___ Data supplied ___

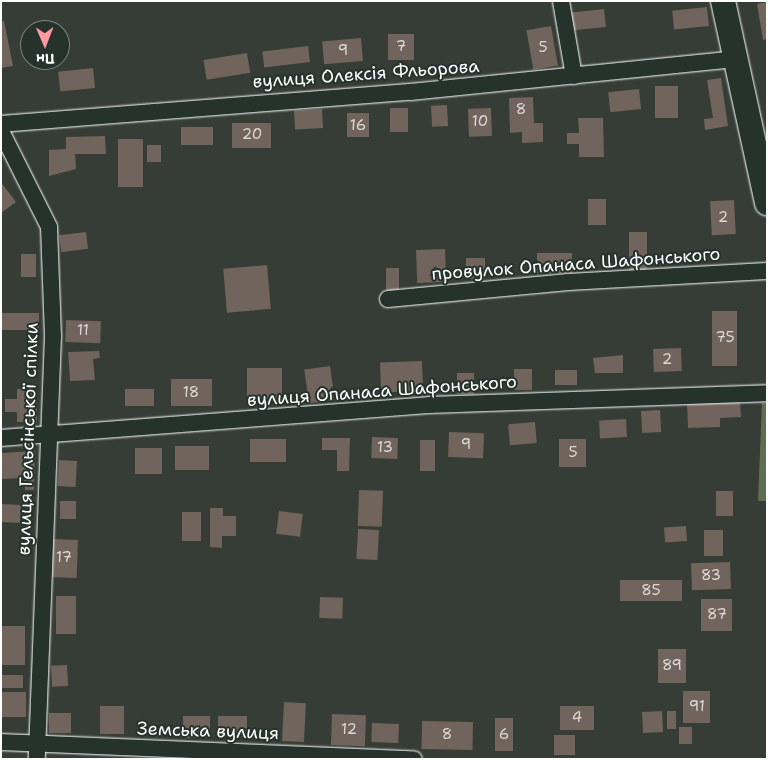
<!DOCTYPE html>
<meta charset="utf-8">
<style>
body{margin:0}
#map{position:relative;width:768px;height:760px;overflow:hidden;background:#353d36;font-family:"Shantell Sans",sans-serif}
div>[style]{position:absolute}
[style*='--x']{left:calc(var(--x)*1px);top:calc(var(--y)*1px);width:calc(var(--w)*1px);rotate:calc(var(--a)*1deg)}
.green>*{inset:0;background:#5f6e50}
.building>*{inset:0;background:#70645c;transform-origin:0 0}
.roads{filter:drop-shadow(0 0 1px #fff) drop-shadow(0 0 1px #fff)}
.minor>*{height:16px;margin:-8px;padding:0 8px;transform-origin:8px;border-radius:8px;background:#26332d}
.secondary>*{height:24px;margin:-12px;padding:0 12px;transform-origin:12px;border-radius:12px;background:#26332d}
span{translate:-50% -50%;white-space:nowrap;text-align:center;line-height:1.15;-webkit-text-stroke:4px #26332d;paint-order:stroke}
.number-label{font-size:15px;color:#dbd8d6}
.number-label span{-webkit-text-stroke-width:0}
.street-label{font-size:18px;color:#fff}
.frame{position:absolute;inset:0;border:2px solid #fff;pointer-events:none}
.north{position:absolute;left:20px;top:20px;width:50px;height:50px;box-sizing:border-box;background:#26332d;border:1px solid #7d8581;border-radius:50%;rotate:179deg;font-size:14px;font-weight:700;line-height:20px;text-align:center;color:#fff}
.north::after{content:'';display:block;margin:auto;width:18px;height:22px;background:#ff9aa2;clip-path:polygon(50% 0,100% 100%,50% 72%,0 100%)}
</style>
<div id="map">
<div class="green">
<div style="clip-path:polygon(762px 402px,767px 404px,767px 501px,758px 501px)"></div>
</div>
<div class="building">
<div style="clip-path:polygon(767px 2px,767px 39px,763px 40px,757px 4px)"></div>
<div style="left:707px;top:7px;width:19px;height:35px;rotate:84deg"></div>
<div style="left:604px;top:9px;width:18px;height:33px;rotate:84deg"></div>
<div style="clip-path:polygon(4px 21px,13px 66px,1px 68px,1px 22px)"></div>
<div style="left:551px;top:26px;width:40px;height:25px;rotate:80deg"></div>
<div style="left:388px;top:34px;width:26px;height:26px"></div>
<div style="left:361px;top:38px;width:23px;height:39px;rotate:85deg"></div>
<div style="left:308px;top:46px;width:16px;height:46px;rotate:83deg"></div>
<div style="left:247px;top:53px;width:20px;height:44px;rotate:81deg"></div>
<div style="left:93px;top:68px;width:20px;height:35px;rotate:84deg"></div>
<div style="clip-path:polygon(721px 78px,728px 126px,705px 130px,704px 119px,713px 118px,707px 80px)"></div>
<div style="left:655px;top:86px;width:23px;height:32px"></div>
<div style="left:639px;top:89px;width:20px;height:31px;rotate:84deg"></div>
<div style="clip-path:polygon(533px 97px,534px 123px,543px 123px,543px 142px,522px 143px,522px 132px,510px 133px,509px 98px)"></div>
<div style="left:447px;top:105px;width:21px;height:16px;rotate:87deg"></div>
<div style="left:408px;top:108px;width:24px;height:18px;rotate:90deg"></div>
<div style="left:491px;top:108px;width:28px;height:23px;rotate:88deg"></div>
<div style="left:322px;top:109px;width:19px;height:28px;rotate:87deg"></div>
<div style="left:369px;top:113px;width:24px;height:22px;rotate:90deg"></div>
<div style="clip-path:polygon(578px 118px,603px 118px,604px 157px,579px 157px,579px 144px,567px 144px,567px 133px,579px 133px)"></div>
<div style="left:232px;top:123px;width:39px;height:25px"></div>
<div style="left:181px;top:127px;width:32px;height:18px"></div>
<div style="clip-path:polygon(105px 136px,106px 154px,75px 154px,76px 169px,49px 176px,49px 150px,66px 149px,66px 137px)"></div>
<div style="left:118px;top:139px;width:25px;height:48px"></div>
<div style="left:147px;top:145px;width:14px;height:17px"></div>
<div style="clip-path:polygon(1px 182px,16px 202px,1px 213px)"></div>
<div style="left:588px;top:199px;width:18px;height:26px"></div>
<div style="left:734px;top:200px;width:34px;height:24px;rotate:87deg"></div>
<div style="left:86px;top:232px;width:17px;height:27px;rotate:83deg"></div>
<div style="left:629px;top:232px;width:18px;height:43px"></div>
<div style="left:445px;top:249px;width:33px;height:29px;rotate:88deg"></div>
<div style="left:572px;top:253px;width:20px;height:35px;rotate:90deg"></div>
<div style="left:21px;top:254px;width:15px;height:23px"></div>
<div style="left:466px;top:258px;width:19px;height:21px"></div>
<div style="left:267px;top:265px;width:44px;height:44px;rotate:85deg"></div>
<div style="left:386px;top:268px;width:13px;height:24px"></div>
<div style="left:712px;top:311px;width:25px;height:55px"></div>
<div style="left:1px;top:313px;width:38px;height:17px"></div>
<div style="left:66px;top:320px;width:35px;height:22px;rotate:2deg"></div>
<div style="left:681px;top:348px;width:23px;height:28px;rotate:88deg"></div>
<div style="clip-path:polygon(99px 351px,100px 358px,93px 359px,95px 380px,70px 381px,68px 352px)"></div>
<div style="clip-path:polygon(623px 355px,623px 373px,595px 373px,593px 358px)"></div>
<div style="left:422px;top:361px;width:30px;height:42px;rotate:88deg"></div>
<div style="left:330px;top:366px;width:34px;height:26px;rotate:82deg"></div>
<div style="left:247px;top:368px;width:35px;height:32px"></div>
<div style="left:532px;top:369px;width:21px;height:18px;rotate:90deg"></div>
<div style="left:577px;top:370px;width:15px;height:22px;rotate:90deg"></div>
<div style="left:474px;top:373px;width:21px;height:17px;rotate:90deg"></div>
<div style="left:171px;top:379px;width:41px;height:27px"></div>
<div style="clip-path:polygon(36px 388px,37px 422px,17px 422px,17px 412px,5px 412px,5px 399px,17px 399px,17px 389px)"></div>
<div style="left:125px;top:389px;width:29px;height:17px"></div>
<div style="clip-path:polygon(740px 400px,741px 417px,720px 418px,720px 427px,688px 428px,687px 402px)"></div>
<div style="left:660px;top:410px;width:22px;height:19px;rotate:87deg"></div>
<div style="left:626px;top:419px;width:18px;height:27px;rotate:87deg"></div>
<div style="left:535px;top:422px;width:21px;height:27px;rotate:85deg"></div>
<div style="left:449px;top:432px;width:35px;height:25px;rotate:2deg"></div>
<div style="left:372px;top:437px;width:26px;height:21px;rotate:2deg"></div>
<div style="clip-path:polygon(322px 438px,350px 438px,349px 471px,337px 471px,337px 450px,322px 450px)"></div>
<div style="left:250px;top:439px;width:36px;height:23px"></div>
<div style="left:559px;top:439px;width:27px;height:28px"></div>
<div style="left:420px;top:440px;width:15px;height:31px"></div>
<div style="left:175px;top:446px;width:34px;height:24px"></div>
<div style="left:135px;top:448px;width:27px;height:26px"></div>
<div style="clip-path:polygon(35px 451px,34px 490px,25px 490px,24px 478px,1px 479px,1px 453px)"></div>
<div style="left:59px;top:460px;width:18px;height:26px;rotate:3deg"></div>
<div style="left:359px;top:490px;width:24px;height:36px;rotate:2deg"></div>
<div style="left:716px;top:491px;width:17px;height:25px"></div>
<div style="left:60px;top:501px;width:16px;height:18px"></div>
<div style="left:2px;top:504px;width:19px;height:18px;rotate:3deg"></div>
<div style="clip-path:polygon(210px 508px,223px 508px,223px 516px,236px 516px,236px 536px,222px 536px,222px 548px,210px 547px)"></div>
<div style="left:279px;top:511px;width:24px;height:23px;rotate:7deg"></div>
<div style="left:182px;top:512px;width:19px;height:29px"></div>
<div style="left:686px;top:526px;width:15px;height:22px;rotate:86deg"></div>
<div style="left:358px;top:529px;width:21px;height:30px;rotate:3deg"></div>
<div style="left:704px;top:530px;width:19px;height:26px"></div>
<div style="left:51px;top:539px;width:27px;height:38px;rotate:2deg"></div>
<div style="left:730px;top:562px;width:27px;height:39px;rotate:88deg"></div>
<div style="left:682px;top:580px;width:21px;height:62px;rotate:90deg"></div>
<div style="left:56px;top:596px;width:20px;height:38px"></div>
<div style="left:320px;top:597px;width:23px;height:21px;rotate:2deg"></div>
<div style="left:701px;top:599px;width:31px;height:32px"></div>
<div style="left:1px;top:626px;width:24px;height:39px"></div>
<div style="left:686px;top:649px;width:34px;height:28px;rotate:90deg"></div>
<div style="left:67px;top:665px;width:21px;height:16px;rotate:87deg"></div>
<div style="left:1px;top:675px;width:22px;height:13px"></div>
<div style="left:683px;top:691px;width:27px;height:32px"></div>
<div style="left:1px;top:692px;width:25px;height:25px"></div>
<div style="left:284px;top:702px;width:22px;height:39px;rotate:3deg"></div>
<div style="left:100px;top:706px;width:24px;height:28px"></div>
<div style="left:560px;top:706px;width:34px;height:24px"></div>
<div style="left:662px;top:711px;width:21px;height:20px;rotate:87deg"></div>
<div style="left:667px;top:711px;width:9px;height:18px"></div>
<div style="left:49px;top:713px;width:22px;height:20px"></div>
<div style="left:332px;top:714px;width:34px;height:31px;rotate:2deg"></div>
<div style="left:183px;top:716px;width:27px;height:22px"></div>
<div style="left:218px;top:716px;width:29px;height:21px"></div>
<div style="left:495px;top:718px;width:18px;height:33px"></div>
<div style="left:422px;top:721px;width:51px;height:28px;rotate:1deg"></div>
<div style="left:372px;top:723px;width:27px;height:19px;rotate:2deg"></div>
<div style="left:679px;top:727px;width:13px;height:17px"></div>
<div style="left:554px;top:735px;width:21px;height:20px"></div>
</div>
<div class="roads">
<div class="minor">
<div style="--x:561;--y:1;--w:76;--a:80.2"></div>
<div style="--x:1;--y:124;--w:411;--a:-4.5"></div>
<div style="--x:411;--y:92;--w:325;--a:-5.8"></div>
<div style="--x:1;--y:131;--w:107;--a:63.4"></div>
<div style="--x:49;--y:227;--w:109;--a:87.9"></div>
<div style="--x:53;--y:336;--w:423;--a:92.2"></div>
<div style="--x:388;--y:299;--w:181;--a:-5.4"></div>
<div style="--x:568;--y:282;--w:199;--a:-3.2"></div>
<div style="--x:1;--y:438;--w:430;--a:-4.4"></div>
<div style="--x:430;--y:405;--w:337;--a:-2"></div>
<div style="--x:1;--y:742;--w:413;--a:2.4"></div>
</div>
<div class="secondary">
<div style="--x:723;--y:1;--w:207;--a:77.7"></div>
</div>
</div>
<div class="number-label">
<span style="left:401px;top:47px">7</span>
<span style="left:543px;top:48px">5</span>
<span style="left:343px;top:51px">9</span>
<span style="left:521px;top:110px">8</span>
<span style="left:480px;top:122px">10</span>
<span style="left:358px;top:126px">16</span>
<span style="left:252px;top:135px">20</span>
<span style="left:723px;top:218px">2</span>
<span style="left:83px;top:331px">11</span>
<span style="left:725px;top:338px">75</span>
<span style="left:667px;top:360px">2</span>
<span style="left:191px;top:393px">18</span>
<span style="left:466px;top:445px">9</span>
<span style="left:385px;top:448px">13</span>
<span style="left:573px;top:453px">5</span>
<span style="left:64px;top:558px">17</span>
<span style="left:711px;top:576px">83</span>
<span style="left:651px;top:591px">85</span>
<span style="left:717px;top:615px">87</span>
<span style="left:672px;top:666px">89</span>
<span style="left:697px;top:707px">91</span>
<span style="left:577px;top:718px">4</span>
<span style="left:349px;top:730px">12</span>
<span style="left:447px;top:735px">8</span>
<span style="left:504px;top:735px">6</span>
</div>
<div class="street-label">
<span style="left:366px;top:74px;rotate:-4deg">вулиця Олексія Фльорова</span>
<span style="left:576px;top:264px;rotate:-4deg">провулок Опанаса Шафонського</span>
<span style="left:382px;top:391px;rotate:-4deg">вулиця Опанаса Шафонського</span>
<span style="left:28px;top:439px;rotate:-88deg">вулиця Гельсінської спілки</span>
<span style="left:208px;top:731px;rotate:2deg">Земська вулиця</span>
</div>
<div class="frame"></div>
<div class="north">Пн</div>
</div>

___

Brief = How many lines in the records contain the string "absolute"? Give the number by itself.

Output = 3